D’abord, je voudrais parler de ce que j’ai observé durant la période de novembre au printemps 1996 pendant laquelle j’ai vu Lounès Matoub plusieurs fois par semaine. Il écrivait des bribes de textes sur des sous-verres, des feuilles volantes. Mais il aimait travailler plus longuement sur des cahiers à couverture dure. Dans le numéro spécial Matoub que j’ai coordonné pour la revue Altermed, nous avons reproduit le texte manuscrit de Beddeγ di tizi extrait de son dernier album. On entre dans le cerveau de Lounès Matoub. On y voit les mécanismes de création, d’associations, d’amélioration activés par le poète. Lorsque l’on consulte ses anciens cahiers, on observe que Lounès écrivait parfois un texte qu’il démembrait ensuite pour recréer d’autres textes à partir d’une strophe ou de quelques vers. Comme il n’écrivait pas la musique, il notait en français la structure musicale de ses compositions, la superposition des instruments. Arrivé au studio, ou, avec Allaoua Bahlouli dans les dernières années ayant tout préparé, il avait en tête l’ensemble de chaque œuvre. En revanche, il attendait des musiciens qu’ils fassent des trouvailles durant les séances d’enregistrement et qu’ils le surprennent. Concernant les poèmes, j’ai constaté, pour avoir assisté à l’enregistrement de Tiγri n yemma que Lounès connaissait par cœur la totalité des textes qu’il allait enregistrer. Une fois seulement, il avait oublié l’enchainement des strophes. Ce qui suppose, au préalable, un travail d’écriture soutenu. J’ai eu la chance de parler avec Denise Laborie qui a fait le mixage du dernier disque. Elle se souvient, par exemple, que le titre Lettre ouverte (exception faite de la partie "Qassaman") fut enregistré en une prise (sans interruption). Autrement dit, il ne l’a chanté en studio qu’une seule fois et en continu. Ce qui démontre qu’un travail rigoureux est mené avant la venue en studio et que Lounès Matoub lors de l’enregistrement ne faisait que concrétiser le format qu’il avait conçu dans ses détails.

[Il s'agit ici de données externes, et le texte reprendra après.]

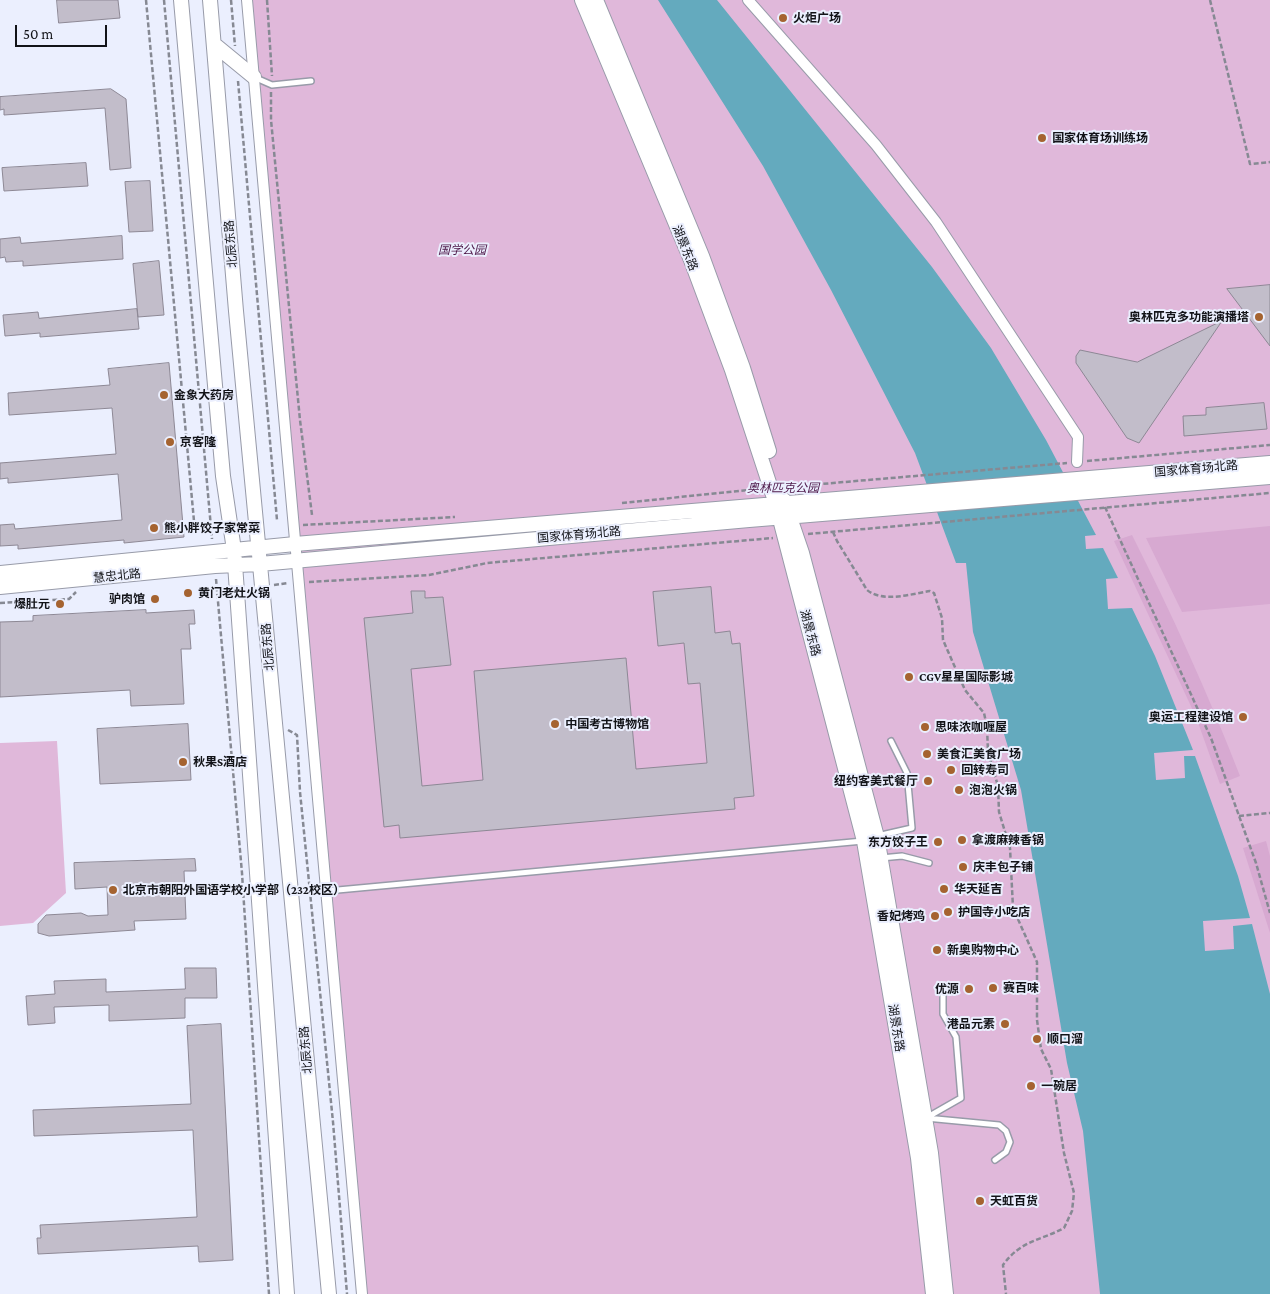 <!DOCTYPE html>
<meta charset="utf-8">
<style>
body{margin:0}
#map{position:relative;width:1270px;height:1294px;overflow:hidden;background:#ebeffe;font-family:"Crimson Pro",serif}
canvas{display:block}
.scale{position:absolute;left:15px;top:25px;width:92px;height:22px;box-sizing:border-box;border:2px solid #121318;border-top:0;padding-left:6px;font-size:15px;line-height:18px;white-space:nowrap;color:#121318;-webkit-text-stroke:4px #ebeffe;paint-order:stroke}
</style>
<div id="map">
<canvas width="1270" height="1294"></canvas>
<div class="scale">50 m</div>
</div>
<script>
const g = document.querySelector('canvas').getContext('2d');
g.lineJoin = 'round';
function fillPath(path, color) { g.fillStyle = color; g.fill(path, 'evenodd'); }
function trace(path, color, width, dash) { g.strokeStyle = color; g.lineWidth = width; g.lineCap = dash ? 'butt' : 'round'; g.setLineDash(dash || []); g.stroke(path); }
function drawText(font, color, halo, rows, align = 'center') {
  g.font = font + ' "Crimson Pro","Noto Sans SC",serif'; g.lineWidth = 4; g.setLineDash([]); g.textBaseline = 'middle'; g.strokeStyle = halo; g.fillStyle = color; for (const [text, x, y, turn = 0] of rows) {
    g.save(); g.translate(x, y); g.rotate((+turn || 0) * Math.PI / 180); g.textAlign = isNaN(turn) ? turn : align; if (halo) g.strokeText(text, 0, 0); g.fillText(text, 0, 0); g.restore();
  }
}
fillPath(new Path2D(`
 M251,0H1270V1294H367Z
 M57,741L66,893L33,923L0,926V743Z`), '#e0b8da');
fillPath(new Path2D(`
 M1270,526V604L1182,612L1146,538Z
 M1132,535C1172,614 1208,694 1240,776L1220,784L1196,717L1114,541Z
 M1266,841L1270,856V933L1243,848Z`), '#d7a9d1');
fillPath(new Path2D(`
 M658,0H717L932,267L991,348L1046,440L1096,535L1085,536L1086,549L1103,548L1118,578L1106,579L1108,609L1132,608L1155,656L1193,750L1154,753L1156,780L1185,778L1184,756H1195L1238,876L1250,918L1203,921L1205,951L1234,949L1233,926L1252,924L1270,994V1294H1100L1083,1131L1067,1063L1021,790L973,632L966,563H956L915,453L831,290L763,166Z`), '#64aabe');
const building = new Path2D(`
 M57,0H118L120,18L59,23Z
 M111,89L126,99L131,168L110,170L105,108L4,115V109L0,110V97Z
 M86,163L88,186L4,191L2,168Z
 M150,181L153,231L129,232L125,182Z
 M122,236L123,259L23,266V261L6,262L5,257L0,258V239L20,237L21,243Z
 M159,261L164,315L138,317L133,264Z
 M1270,285V346L1227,289Z
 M137,309L139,329L40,337V333L5,336L3,315L38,312L39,318Z
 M1222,321L1139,443L1127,438L1076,363V356L1080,350L1137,362Z
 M169,363L184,537L124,543V540L18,549V545L0,546V525L14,524L15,529L122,520L118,474L8,483V478L0,479V463L116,454L112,408L9,415L8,393L110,385L108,369Z
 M1264,403L1267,429L1184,436L1183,416L1206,415V408Z
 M711,587L715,633L730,631L732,644L740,643L754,796L734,798L735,809L400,838L399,825L384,827L364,618L413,613L411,591H425V598L443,597L451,665L411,669L422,786L483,780L474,671L626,658L636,769L707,763L700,683L688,684L684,643L658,646L653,592Z
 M146,610V613L194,610L195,624H189L191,649H181L184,704L131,706L130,690L0,697V622L33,621V616Z
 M188,724L191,780L100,784L97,729Z
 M195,859L196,871H184L186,919L134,921L135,930L49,936L38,933V924L46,915L81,913L88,916L108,915L107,887L75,889L74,863Z
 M185,968H216L217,998H185V1018L109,1021V1005L54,1007L55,1023L28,1025L26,996L55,994L54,981L106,979V992L185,989Z
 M221,1024L233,1260L199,1262L198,1246L38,1254L37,1238H41L40,1225L197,1217L193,1130L34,1136L33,1110L191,1104L187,1026Z`);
fillPath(building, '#c2bdca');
trace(building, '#8d8895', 1);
const lane = new Path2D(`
 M256,78L272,85L311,81
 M877,836L912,828L907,773L891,741
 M881,858L902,856L929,863
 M327,891L863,841
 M926,1118L961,1098L956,1037L943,1014V995
 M926,1118L999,1125L1006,1131L1010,1142L1006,1152L995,1160`);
const street = new Path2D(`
 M247,0L362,1294
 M748,0L876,145L936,222L1078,437L1077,462`);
const secondary = new Path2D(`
 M181,0L223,476L234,550L287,1294
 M210,0L236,311L329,1294
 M582,0L691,260L732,370L776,504L864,841L918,1158L933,1294
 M596,0L702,256L743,368L769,451
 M215,45L254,77
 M784,500L802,553L877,837L931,1153L946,1294
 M0,573L295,544L1270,463
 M0,587L215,566L260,564L749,520L1270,477`);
trace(lane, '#989ba9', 8);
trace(street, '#989ba9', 12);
trace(secondary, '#989ba9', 16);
trace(new Path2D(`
 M146,0L195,532
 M164,0L212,539
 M231,0L235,46
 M267,0L272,76
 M1210,0L1250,164L1270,162
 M238,81L277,520
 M271,92V120L300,420L312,515
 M1087,461L1270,445
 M786,487L1067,463
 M622,503L758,489
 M1105,507L1211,738L1256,863L1270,913
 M303,525L455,517
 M833,532L837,541L867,590C883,603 911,594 930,591L934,593L942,618L943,640L965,690L984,713L987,727L988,752L998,786L999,812L1010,848L1013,908L1037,962V1020L1041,1049L1051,1069L1064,1153L1074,1193L1072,1211L1064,1228C1040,1241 1021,1240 1003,1265L1006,1294
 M808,534L1270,493
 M216,579L242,873L269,1294
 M309,582L429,575L487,563L773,538
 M274,585L288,583
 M0,603L69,599L76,592
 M288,730L297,735L300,792L333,1122L347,1294
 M1239,816L1270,813`), '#868993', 2.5, [5, 2.5]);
trace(lane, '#fff', 5);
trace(street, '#fff', 10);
trace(secondary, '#fff', 14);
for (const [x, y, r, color] of [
 [783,18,5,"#a56330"],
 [1042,138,5,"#a56330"],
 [1259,317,5,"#a56330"],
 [164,395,5,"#a56330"],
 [170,442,5,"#a56330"],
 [154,528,5,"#a56330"],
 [188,593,5,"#a56330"],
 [155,599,5,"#a56330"],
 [60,604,5,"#a56330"],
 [909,677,5,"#a56330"],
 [1243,717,5,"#a56330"],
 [555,724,5,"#a56330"],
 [925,727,5,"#a56330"],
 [927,754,5,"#a56330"],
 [183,762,5,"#a56330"],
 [951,770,5,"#a56330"],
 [928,781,5,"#a56330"],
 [959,790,5,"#a56330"],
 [962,840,5,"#a56330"],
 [938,842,5,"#a56330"],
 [963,867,5,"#a56330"],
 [944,889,5,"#a56330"],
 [113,890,5,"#a56330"],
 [948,912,5,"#a56330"],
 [935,916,5,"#a56330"],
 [937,950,5,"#a56330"],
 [993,988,5,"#a56330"],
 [969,989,5,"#a56330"],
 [1005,1024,5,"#a56330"],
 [1037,1039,5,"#a56330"],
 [1031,1086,5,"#a56330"],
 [980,1201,5,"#a56330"]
]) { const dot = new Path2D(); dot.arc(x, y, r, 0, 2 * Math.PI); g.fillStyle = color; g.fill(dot); trace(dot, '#ebeffe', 2); }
drawText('bold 12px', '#121318', '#ebeffe', [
 ["火炬广场",793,18],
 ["国家体育场训练场",1052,138],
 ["奥林匹克多功能演播塔",1249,317,"right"],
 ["金象大药房",174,395],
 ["京客隆",180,442],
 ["熊小胖饺子家常菜",164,528],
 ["黄门老灶火锅",198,593],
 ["驴肉馆",145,599,"right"],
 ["爆肚元",50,604,"right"],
 ["CGV星星国际影城",919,677],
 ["奥运工程建设馆",1233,717,"right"],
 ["中国考古博物馆",565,724],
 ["思味浓咖喱屋",935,727],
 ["美食汇美食广场",937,754],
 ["秋果S酒店",193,762],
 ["回转寿司",961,770],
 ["纽约客美式餐厅",918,781,"right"],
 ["泡泡火锅",969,790],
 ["拿渡麻辣香锅",972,840],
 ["东方饺子王",928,842,"right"],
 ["庆丰包子铺",973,867],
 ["华天延吉",954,889],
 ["北京市朝阳外国语学校小学部（232校区）",123,890],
 ["护国寺小吃店",958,912],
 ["香妃烤鸡",925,916,"right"],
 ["新奥购物中心",947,950],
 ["赛百味",1003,988],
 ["优源",959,989,"right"],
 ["港品元素",995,1024,"right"],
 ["顺口溜",1047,1039],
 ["一碗居",1041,1086],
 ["天虹百货",990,1201]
], 'left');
drawText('12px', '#121318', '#ebeffe', [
 ["北辰东路",231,244,-95],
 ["湖景东路",685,248,68],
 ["国家体育场北路",1196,469,-5],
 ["国家体育场北路",579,535,-5],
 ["慧忠北路",117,576,-6],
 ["湖景东路",810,633,75],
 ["北辰东路",268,647,-95],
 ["湖景东路",896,1028,81],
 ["北辰东路",306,1050,-95]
]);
drawText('italic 12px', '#4c1648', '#ebeffe', [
 ["国学公园",462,250],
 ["奥林匹克公园",783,488]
]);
</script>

Nous croyons savoir que vous préparez une nouvelle édition de cet ouvrage ?
Oui. Mais il faut parvenir à un accord avec l’éditeur La Découverte ou, s’il ne souhaite pas rééditer Mon nom est combat, avec un autre éditeur. Ce qui est établi, c’est que je veux faire une édition améliorée du livre publié en 2003. Mais, vos lecteurs doivent comprendre que mes capacités de négociation avec l’éditeur sont déterminées par l’intérêt que le public porte au livre (le nôtre ou d’autres) ou non. Certes, le livre est un objet précieux et son contenu peut être d’un apport sans limite. On peut voir, par exemple, comment une cinquantaine de textes de Rimbaud, rassemblés sous le titre Illuminations, ont changé l’histoire de la sensibilité occidentale. Mais, de quelque façon que nous abordions la question du livre ou d’un autre bien culturel, nous devons toujours plonger dans les eaux glacées du calcul marchand. Le livre est une marchandise comme une autre. Un livre, c’est celui qui écrit, l’éditeur qui le lit, le correcteur qui le corrige, le service de presses si la maison d’édition a les moyens d’en avoir, une quantité de papier et d’encre à payer, un imprimeur à payer et qui, à son tour doit payer des salariés, un représentant commercial qui va présenter le livre, un diffuseur, un lieu de stockage, un libraire, etc. Si un éditeur sait que le livre de Lounès Matoub va se vendre à tant d’exemplaires, il s’empressera d’accorder à son traducteur les facilités qui permettront de réaliser dans les meilleures conditions techniques le meilleur livre possible. Autrement, Lounès Matoub, si glorieux qu’il soit, ne vaut rien dans un tel contexte. Il n’inspirera qu’indifférence. Mon discours est-il assez explicite ? Entre le désir et ce qu’il est donné aux Kabyles de faire, il y a les eaux glacées de la réalité.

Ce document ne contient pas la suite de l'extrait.